Inetpub.log ファイルの IP アドレスとエラーコードは、AD CS 通信に関する重要な情報を提供します。
有効な証明書要求を含む Inetpub.log ファイルは、以下のようになります。
#Fields: date time s-ip cs-method cs-uri-stem cs-uri-query s-port cs-username c-ip cs(User-Agent) cs(Referer) sc-status sc-substatus sc-win32-status time-taken
2021-08-01 14:04:07 10.0.1.3 POST /api/v1/certificate/request - 443 AdcsProxyAccessUser 10.0.1.10 Java-SDK - 200 0 0 2156
2021-08-01 14:04:10 10.0.1.3 POST /api/v1/certificate/retrieve - 443 AdcsProxyAccessUser 10.0.1.10 Java-SDK - 200 0 0 63上記の例の場合:
10.0.1.3は Jamf AD CS Connector の IP アドレスです。10.0.1.10はリクエストのソースの IP アドレスです。Jamf Pro またはリバースプロキシ/ロードバランサー。200はエラーコードまたはステータスです。200は通信が成功したことを示します。200の直後に続く0はサブステータスです。

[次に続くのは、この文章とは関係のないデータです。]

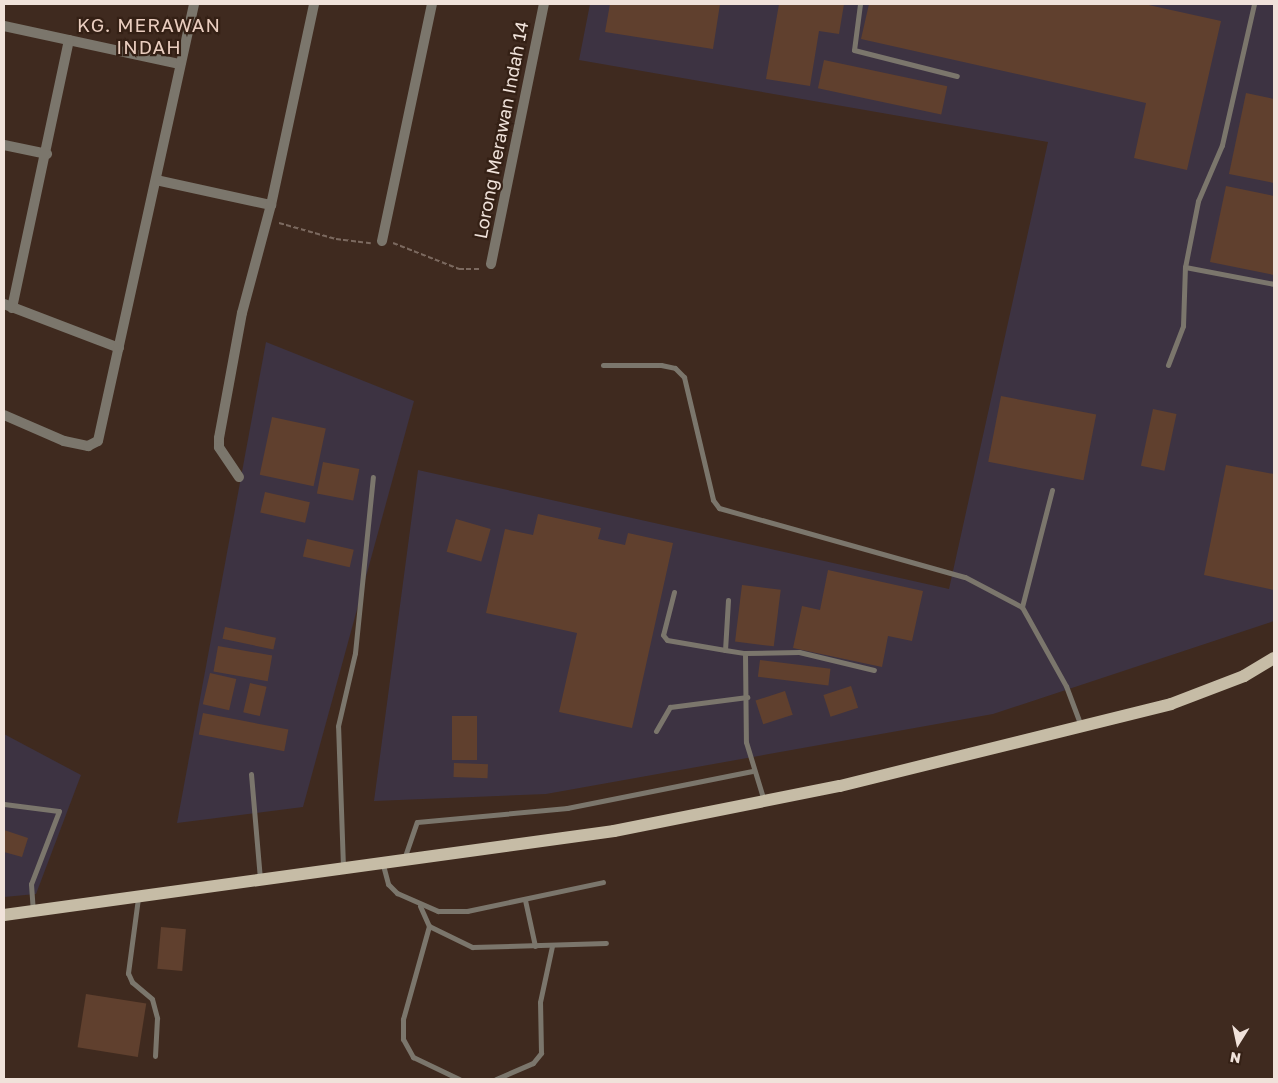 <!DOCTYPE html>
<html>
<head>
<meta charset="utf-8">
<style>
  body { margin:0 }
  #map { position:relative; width:1278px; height:1083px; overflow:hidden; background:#3f2a1f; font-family:"Golos Text",sans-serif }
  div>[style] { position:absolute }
  .industrial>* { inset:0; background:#3d3342 }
  .building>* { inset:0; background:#60402e; transform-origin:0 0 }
  .path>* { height:2px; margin-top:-1px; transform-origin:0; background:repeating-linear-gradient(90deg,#7b695f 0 5px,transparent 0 7.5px) }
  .lane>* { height:5px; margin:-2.5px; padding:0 2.5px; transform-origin:2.5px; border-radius:2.5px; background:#7b766c }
  .street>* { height:10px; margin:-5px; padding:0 5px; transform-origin:5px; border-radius:5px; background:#7b766c }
  .primary>* { height:12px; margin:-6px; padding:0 6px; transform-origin:6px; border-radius:6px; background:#c6bca6 }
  span { translate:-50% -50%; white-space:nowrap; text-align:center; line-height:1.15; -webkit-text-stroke:4.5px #342015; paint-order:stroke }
  .street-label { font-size:18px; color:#f0e2da }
  .neighbourhood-label { font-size:19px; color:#e9cdbf; letter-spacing:1px }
  .frame { position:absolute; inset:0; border:5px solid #f0e2da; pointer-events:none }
  .north { position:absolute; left:1213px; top:1018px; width:50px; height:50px; -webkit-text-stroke:4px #342015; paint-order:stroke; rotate:190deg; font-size:14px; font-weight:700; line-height:20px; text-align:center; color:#f0e2da }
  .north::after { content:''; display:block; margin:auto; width:18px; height:22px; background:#f0e2da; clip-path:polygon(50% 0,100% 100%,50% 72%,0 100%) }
</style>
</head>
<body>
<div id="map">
  <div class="industrial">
    <i style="clip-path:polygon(590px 4px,1274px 4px,1274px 621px,993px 714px,546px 794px,374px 801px,418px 470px,949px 589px,1048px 142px,579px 60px)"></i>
    <i style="clip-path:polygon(266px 342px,414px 401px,303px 807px,177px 823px)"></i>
    <i style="clip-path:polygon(4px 734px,81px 775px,36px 894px,4px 897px)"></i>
  </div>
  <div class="building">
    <i style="clip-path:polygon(610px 4px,720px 4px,713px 49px,605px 32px)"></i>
    <i style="clip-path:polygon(779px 4px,844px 4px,839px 34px,819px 31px,810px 86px,766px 79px)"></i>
    <i style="clip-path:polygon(869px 4px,1144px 4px,1221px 21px,1187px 170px,1134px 158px,1146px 103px,861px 39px)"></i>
    <i style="left:824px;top:60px;width:126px;height:29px;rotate:12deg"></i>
    <i style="clip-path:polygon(1246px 93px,1274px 99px,1274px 183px,1229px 174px)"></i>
    <i style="clip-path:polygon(1226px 186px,1274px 196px,1274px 275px,1210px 262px)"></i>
    <i style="left:1001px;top:396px;width:97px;height:67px;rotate:11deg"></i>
    <i style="left:1153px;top:409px;width:24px;height:58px;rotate:12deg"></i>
    <i style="left:272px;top:417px;width:55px;height:59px;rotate:12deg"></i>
    <i style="left:323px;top:462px;width:37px;height:32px;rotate:11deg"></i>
    <i style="clip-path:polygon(1226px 465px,1274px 474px,1274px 590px,1204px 575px)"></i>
    <i style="left:265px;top:492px;width:46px;height:21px;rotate:13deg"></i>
    <i style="clip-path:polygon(538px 514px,601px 528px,598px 539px,625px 545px,628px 533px,673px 543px,632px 728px,559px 712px,577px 633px,486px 613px,505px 529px,533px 535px)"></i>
    <i style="left:456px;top:519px;width:36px;height:34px;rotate:16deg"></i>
    <i style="left:307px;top:539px;width:48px;height:18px;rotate:13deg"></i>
    <i style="clip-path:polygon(828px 570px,923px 591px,912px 641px,888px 636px,882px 667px,793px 648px,802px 606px,820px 610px)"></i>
    <i style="left:742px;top:585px;width:39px;height:57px;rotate:7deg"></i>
    <i style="left:225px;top:627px;width:52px;height:12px;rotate:12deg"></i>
    <i style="left:218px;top:646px;width:55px;height:26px;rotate:10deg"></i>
    <i style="left:760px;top:660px;width:71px;height:17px;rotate:7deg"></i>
    <i style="left:210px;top:673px;width:27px;height:32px;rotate:13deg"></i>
    <i style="left:250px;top:683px;width:17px;height:30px;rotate:13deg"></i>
    <i style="left:851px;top:686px;width:23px;height:29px;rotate:72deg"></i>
    <i style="left:785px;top:691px;width:25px;height:31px;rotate:72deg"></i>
    <i style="left:203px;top:713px;width:87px;height:22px;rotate:11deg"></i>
    <i style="left:452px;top:716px;width:25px;height:44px"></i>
    <i style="left:454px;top:763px;width:34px;height:14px;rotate:2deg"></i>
    <i style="clip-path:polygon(4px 830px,28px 838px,22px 857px,4px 852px)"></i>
    <i style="left:161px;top:927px;width:25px;height:42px;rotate:5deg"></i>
    <i style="left:86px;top:994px;width:61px;height:54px;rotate:9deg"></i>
  </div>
  <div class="path">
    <i style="left:279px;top:223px;width:59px;rotate:15.7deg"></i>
    <i style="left:336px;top:239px;width:35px;rotate:7deg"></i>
    <i style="left:393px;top:243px;width:71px;rotate:21.5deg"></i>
    <i style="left:459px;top:269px;width:21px"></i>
  </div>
  <div class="lane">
    <i style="left:860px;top:4px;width:46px;rotate:97.4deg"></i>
    <i style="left:854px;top:50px;width:106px;rotate:14.2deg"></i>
    <i style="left:1254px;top:4px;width:145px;rotate:102.8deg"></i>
    <i style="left:1222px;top:145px;width:61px;rotate:113.2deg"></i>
    <i style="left:1198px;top:201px;width:67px;rotate:101.1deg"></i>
    <i style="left:1185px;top:267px;width:91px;rotate:10.8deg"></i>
    <i style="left:603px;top:365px;width:58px"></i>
    <i style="left:661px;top:365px;width:14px;rotate:12deg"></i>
    <i style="left:675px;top:368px;width:13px;rotate:45deg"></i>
    <i style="left:684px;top:377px;width:126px;rotate:76.7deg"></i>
    <i style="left:713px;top:500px;width:10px;rotate:53deg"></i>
    <i style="left:719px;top:508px;width:255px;rotate:15.7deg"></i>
    <i style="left:965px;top:577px;width:64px;rotate:27.8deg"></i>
    <i style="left:1168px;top:365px;width:42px;rotate:-69deg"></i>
    <i style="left:1183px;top:326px;width:59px;rotate:-88.1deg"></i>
    <i style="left:1052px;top:490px;width:121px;rotate:104.4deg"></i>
    <i style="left:1022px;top:607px;width:90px;rotate:60.9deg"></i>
    <i style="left:1066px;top:686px;width:43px;rotate:69.4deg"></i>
    <i style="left:674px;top:592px;width:44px;rotate:104.3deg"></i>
    <i style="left:663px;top:635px;width:6px;rotate:51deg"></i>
    <i style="left:667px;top:640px;width:59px;rotate:9.8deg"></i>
    <i style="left:728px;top:600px;width:50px;rotate:93.4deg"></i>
    <i style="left:725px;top:650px;width:20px;rotate:9deg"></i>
    <i style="left:745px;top:653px;width:89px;rotate:89.4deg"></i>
    <i style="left:746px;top:742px;width:62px;rotate:73deg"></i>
    <i style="left:745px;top:653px;width:54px;rotate:-1.1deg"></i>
    <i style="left:799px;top:652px;width:77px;rotate:13.5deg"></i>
    <i style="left:656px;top:731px;width:28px;rotate:-60deg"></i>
    <i style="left:670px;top:707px;width:78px;rotate:-7.4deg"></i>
    <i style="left:251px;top:774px;width:106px;rotate:85.1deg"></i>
    <i style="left:4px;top:804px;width:55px;rotate:7.3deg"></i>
    <i style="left:59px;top:811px;width:78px;rotate:111deg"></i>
    <i style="left:31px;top:884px;width:26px;rotate:86deg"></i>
    <i style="left:404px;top:859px;width:39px;rotate:-71deg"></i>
    <i style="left:417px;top:822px;width:151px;rotate:-5.3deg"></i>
    <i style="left:567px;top:808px;width:189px;rotate:-11.3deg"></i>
    <i style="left:383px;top:865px;width:20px;rotate:75deg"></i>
    <i style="left:388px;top:884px;width:13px;rotate:45deg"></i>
    <i style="left:397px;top:893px;width:45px;rotate:23.7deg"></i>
    <i style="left:438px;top:911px;width:29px"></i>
    <i style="left:467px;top:911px;width:139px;rotate:-12deg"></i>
    <i style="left:343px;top:867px;width:141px;rotate:-92deg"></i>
    <i style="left:338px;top:726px;width:75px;rotate:-76.9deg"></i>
    <i style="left:355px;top:653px;width:177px;rotate:-84.2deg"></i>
    <i style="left:138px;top:898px;width:76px;rotate:97.6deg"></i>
    <i style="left:128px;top:973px;width:10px;rotate:66deg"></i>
    <i style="left:132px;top:982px;width:26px;rotate:40deg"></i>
    <i style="left:152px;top:999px;width:20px;rotate:75deg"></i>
    <i style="left:157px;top:1018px;width:38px;rotate:93deg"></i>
    <i style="left:525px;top:900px;width:47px;rotate:77.7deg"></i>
    <i style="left:420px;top:906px;width:22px;rotate:66deg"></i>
    <i style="left:429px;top:926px;width:48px;rotate:26deg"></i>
    <i style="left:472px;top:947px;width:134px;rotate:-1.7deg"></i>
    <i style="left:429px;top:926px;width:97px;rotate:105.6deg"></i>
    <i style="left:403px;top:1019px;width:20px;rotate:90deg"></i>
    <i style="left:403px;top:1039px;width:21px;rotate:61deg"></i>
    <i style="left:413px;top:1057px;width:51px;rotate:25.6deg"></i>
    <i style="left:496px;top:1079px;width:40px;rotate:-23.4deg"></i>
    <i style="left:533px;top:1063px;width:13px;rotate:-51deg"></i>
    <i style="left:541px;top:1053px;width:51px;rotate:-91.1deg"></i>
    <i style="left:540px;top:1002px;width:57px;rotate:-77.9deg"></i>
  </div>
  <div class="street">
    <i style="left:4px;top:26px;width:180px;rotate:12.2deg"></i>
    <i style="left:4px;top:145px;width:44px;rotate:11.8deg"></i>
    <i style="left:156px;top:180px;width:118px;rotate:12.3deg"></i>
    <i style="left:271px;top:205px;width:206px;rotate:-77.9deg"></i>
    <i style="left:382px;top:241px;width:242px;rotate:-78.1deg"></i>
    <i style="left:491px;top:264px;width:265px;rotate:-78.5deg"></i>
    <i style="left:4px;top:304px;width:123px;rotate:20.9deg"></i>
    <i style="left:12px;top:308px;width:274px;rotate:-78deg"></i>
    <i style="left:4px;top:415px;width:65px;rotate:23.4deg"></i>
    <i style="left:64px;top:441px;width:25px;rotate:12deg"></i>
    <i style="left:88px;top:446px;width:11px;rotate:-27deg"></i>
    <i style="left:98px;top:441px;width:447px;rotate:-77.6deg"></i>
    <i style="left:239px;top:477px;width:36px;rotate:-124deg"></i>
    <i style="left:219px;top:447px;width:9px;rotate:-90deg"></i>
    <i style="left:219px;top:438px;width:127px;rotate:-79.6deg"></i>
    <i style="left:242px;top:313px;width:112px;rotate:-75deg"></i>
  </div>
  <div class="primary">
    <i style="left:4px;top:915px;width:616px;rotate:-7.84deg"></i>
    <i style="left:614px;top:831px;width:230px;rotate:-11.3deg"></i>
    <i style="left:840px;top:786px;width:341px;rotate:-13.9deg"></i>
    <i style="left:1171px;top:704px;width:78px;rotate:-21deg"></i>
    <i style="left:1244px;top:676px;width:35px;rotate:-31deg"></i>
  </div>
  <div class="street-label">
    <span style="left:501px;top:130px;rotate:-79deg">Lorong Merawan Indah 14</span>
  </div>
  <div class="neighbourhood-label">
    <span style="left:149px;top:36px">KG. MERAWAN<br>INDAH</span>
  </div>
  <div class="frame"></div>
  <div class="north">N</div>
</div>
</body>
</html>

次の一般的な問題について、Inetpub.log ファイルを分析します。
ログが空白の場合、Jamf Pro サーバは Jamf AD CS Connector と通信していません。
ログに証明書要求が含まれているが、取得ステートメントが含まれていない場合、Jamf Pro サーバは Jamf AD CS Connector と通信しています。これが発生した場合は、証明書要求で何が起こったかを調べます (認証局のトラブルシューティング手順については以下を参照)。Jamf Pro サーバログはより詳細な情報も提供できます。ほとんどの場合、CA 名が正しくないか、テンプレートに問題があります。
取得ステートメントが存在する場合、Jamf Pro サーバと CA 間の通信は成功している可能性が高くなります。これは、問題が AD CS/CA レベルにないことを示し、Jamf Pro サーバまたは対象デバイスについてさらなるトラブルシューティングが必要であることを示しています。
401 ステータスは Unauthorized (未承認) エラーです。
403 ステータスは Forbidden (禁止) エラーです。
403.7 は、Forbidden (禁止) エラーとサブステータスコードの特定の組み合わせです。
詳しくは、以下の Microsoft の資料を参照してください。
403.16 は、Forbidden (禁止) エラーとサブステータスコードの特定の組み合わせです。
詳しくは、以下の Microsoft の資料を参照してください。
要求ステートメントがログに記録されているが、取得ステートメントが存在しない場合、Jamf Pro サーバログに理由が示される場合がありますが、Microsoft Windows CA 側では、以下のことを確認できます。
- 一般 (General) タブをクリックし、テンプレート名 (Template name) フィールド (テンプレート表示名フィールドではない) のテキストを検証します。
- セキュリティ (Security) タブをクリックし、Jamf AD CS Connector コンピュータが登録 (Enroll) 権限が許可された状態で追加されていることを確認します。
- 認証局ツールで失敗した要求を確認します。
ほとんどの場合、失敗した要求に関するより詳細な情報が提供されます。